Given records:

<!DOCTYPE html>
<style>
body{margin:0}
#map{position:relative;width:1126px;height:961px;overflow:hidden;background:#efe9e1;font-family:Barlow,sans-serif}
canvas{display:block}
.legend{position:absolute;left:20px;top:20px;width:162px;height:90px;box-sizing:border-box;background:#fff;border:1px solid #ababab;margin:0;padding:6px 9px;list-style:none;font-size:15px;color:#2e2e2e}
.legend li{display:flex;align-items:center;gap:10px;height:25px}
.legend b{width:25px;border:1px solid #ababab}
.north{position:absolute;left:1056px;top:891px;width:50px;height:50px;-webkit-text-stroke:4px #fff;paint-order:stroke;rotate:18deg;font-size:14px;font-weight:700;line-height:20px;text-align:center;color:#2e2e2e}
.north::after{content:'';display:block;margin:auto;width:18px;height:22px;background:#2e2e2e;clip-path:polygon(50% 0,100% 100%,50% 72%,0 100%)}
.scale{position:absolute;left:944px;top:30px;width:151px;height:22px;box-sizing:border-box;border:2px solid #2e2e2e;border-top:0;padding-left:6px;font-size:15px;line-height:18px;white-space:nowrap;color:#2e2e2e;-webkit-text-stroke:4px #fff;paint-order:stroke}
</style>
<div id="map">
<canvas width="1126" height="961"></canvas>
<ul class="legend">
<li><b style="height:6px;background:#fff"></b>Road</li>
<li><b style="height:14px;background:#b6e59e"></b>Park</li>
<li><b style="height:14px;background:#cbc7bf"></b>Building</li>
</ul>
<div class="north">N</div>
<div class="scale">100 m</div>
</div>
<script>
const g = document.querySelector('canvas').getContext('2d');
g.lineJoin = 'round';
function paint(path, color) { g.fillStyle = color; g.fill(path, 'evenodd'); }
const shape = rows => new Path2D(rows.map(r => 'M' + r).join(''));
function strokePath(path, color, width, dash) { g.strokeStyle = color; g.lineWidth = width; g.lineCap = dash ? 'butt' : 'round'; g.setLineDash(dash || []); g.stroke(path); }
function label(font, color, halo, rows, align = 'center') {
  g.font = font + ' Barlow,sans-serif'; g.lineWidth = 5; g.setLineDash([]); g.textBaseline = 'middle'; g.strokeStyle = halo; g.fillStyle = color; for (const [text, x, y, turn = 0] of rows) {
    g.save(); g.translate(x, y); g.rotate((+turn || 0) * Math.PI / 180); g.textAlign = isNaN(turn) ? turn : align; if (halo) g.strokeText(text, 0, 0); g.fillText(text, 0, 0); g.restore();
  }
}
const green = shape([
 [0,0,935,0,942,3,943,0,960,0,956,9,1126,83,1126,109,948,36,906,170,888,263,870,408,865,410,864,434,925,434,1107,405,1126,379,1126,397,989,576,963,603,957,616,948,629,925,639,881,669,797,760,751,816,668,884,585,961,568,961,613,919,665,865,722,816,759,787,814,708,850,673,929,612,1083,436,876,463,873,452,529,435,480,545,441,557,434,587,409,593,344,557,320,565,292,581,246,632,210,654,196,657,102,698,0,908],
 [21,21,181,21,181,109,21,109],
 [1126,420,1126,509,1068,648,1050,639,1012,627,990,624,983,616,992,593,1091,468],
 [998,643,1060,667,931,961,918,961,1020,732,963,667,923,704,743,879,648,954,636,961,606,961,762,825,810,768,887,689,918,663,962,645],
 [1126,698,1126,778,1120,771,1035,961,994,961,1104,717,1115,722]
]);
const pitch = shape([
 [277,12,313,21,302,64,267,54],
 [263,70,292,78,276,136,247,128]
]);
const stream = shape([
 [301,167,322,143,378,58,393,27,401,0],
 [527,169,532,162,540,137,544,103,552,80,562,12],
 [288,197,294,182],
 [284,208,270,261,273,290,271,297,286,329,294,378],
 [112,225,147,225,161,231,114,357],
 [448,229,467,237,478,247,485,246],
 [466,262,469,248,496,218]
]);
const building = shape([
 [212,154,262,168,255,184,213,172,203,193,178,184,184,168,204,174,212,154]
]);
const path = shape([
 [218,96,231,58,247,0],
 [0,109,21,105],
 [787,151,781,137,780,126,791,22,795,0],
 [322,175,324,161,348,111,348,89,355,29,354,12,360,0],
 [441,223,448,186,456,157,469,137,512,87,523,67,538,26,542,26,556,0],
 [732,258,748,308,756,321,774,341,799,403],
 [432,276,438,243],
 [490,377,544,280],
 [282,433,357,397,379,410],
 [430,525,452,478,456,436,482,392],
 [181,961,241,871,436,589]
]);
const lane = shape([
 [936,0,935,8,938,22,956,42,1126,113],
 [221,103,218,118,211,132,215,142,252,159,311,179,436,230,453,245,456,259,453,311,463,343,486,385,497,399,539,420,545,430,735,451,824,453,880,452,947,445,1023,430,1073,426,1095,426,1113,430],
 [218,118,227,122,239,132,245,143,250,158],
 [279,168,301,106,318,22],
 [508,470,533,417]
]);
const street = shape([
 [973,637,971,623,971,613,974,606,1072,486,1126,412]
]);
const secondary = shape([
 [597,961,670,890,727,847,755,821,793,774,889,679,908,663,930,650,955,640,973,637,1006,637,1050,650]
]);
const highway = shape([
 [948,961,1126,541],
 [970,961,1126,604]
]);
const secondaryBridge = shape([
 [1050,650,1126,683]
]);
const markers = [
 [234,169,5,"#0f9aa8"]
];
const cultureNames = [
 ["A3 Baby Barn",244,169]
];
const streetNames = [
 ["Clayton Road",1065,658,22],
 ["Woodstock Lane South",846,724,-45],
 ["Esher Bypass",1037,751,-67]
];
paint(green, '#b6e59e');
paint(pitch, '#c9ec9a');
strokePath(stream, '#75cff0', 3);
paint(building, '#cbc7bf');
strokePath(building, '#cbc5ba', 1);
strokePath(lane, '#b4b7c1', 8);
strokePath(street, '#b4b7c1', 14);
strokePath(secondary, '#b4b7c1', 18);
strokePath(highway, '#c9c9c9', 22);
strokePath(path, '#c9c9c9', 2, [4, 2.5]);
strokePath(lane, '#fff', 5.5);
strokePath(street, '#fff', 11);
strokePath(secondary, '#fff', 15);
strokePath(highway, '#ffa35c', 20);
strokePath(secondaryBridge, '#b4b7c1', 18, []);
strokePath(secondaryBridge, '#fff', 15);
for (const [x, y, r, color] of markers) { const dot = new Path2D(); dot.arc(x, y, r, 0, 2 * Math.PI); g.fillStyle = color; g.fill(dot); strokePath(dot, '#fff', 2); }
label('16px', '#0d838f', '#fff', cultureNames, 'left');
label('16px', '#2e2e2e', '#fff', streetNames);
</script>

Problem requirements: The answer must be every line of the records that holds the string "rows".

Task answer:
const shape = rows => new Path2D(rows.map(r => 'M' + r).join(''));
function label(font, color, halo, rows, align = 'center') {
  g.font = font + ' Barlow,sans-serif'; g.lineWidth = 5; g.setLineDash([]); g.textBaseline = 'middle'; g.strokeStyle = halo; g.fillStyle = color; for (const [text, x, y, turn = 0] of rows) {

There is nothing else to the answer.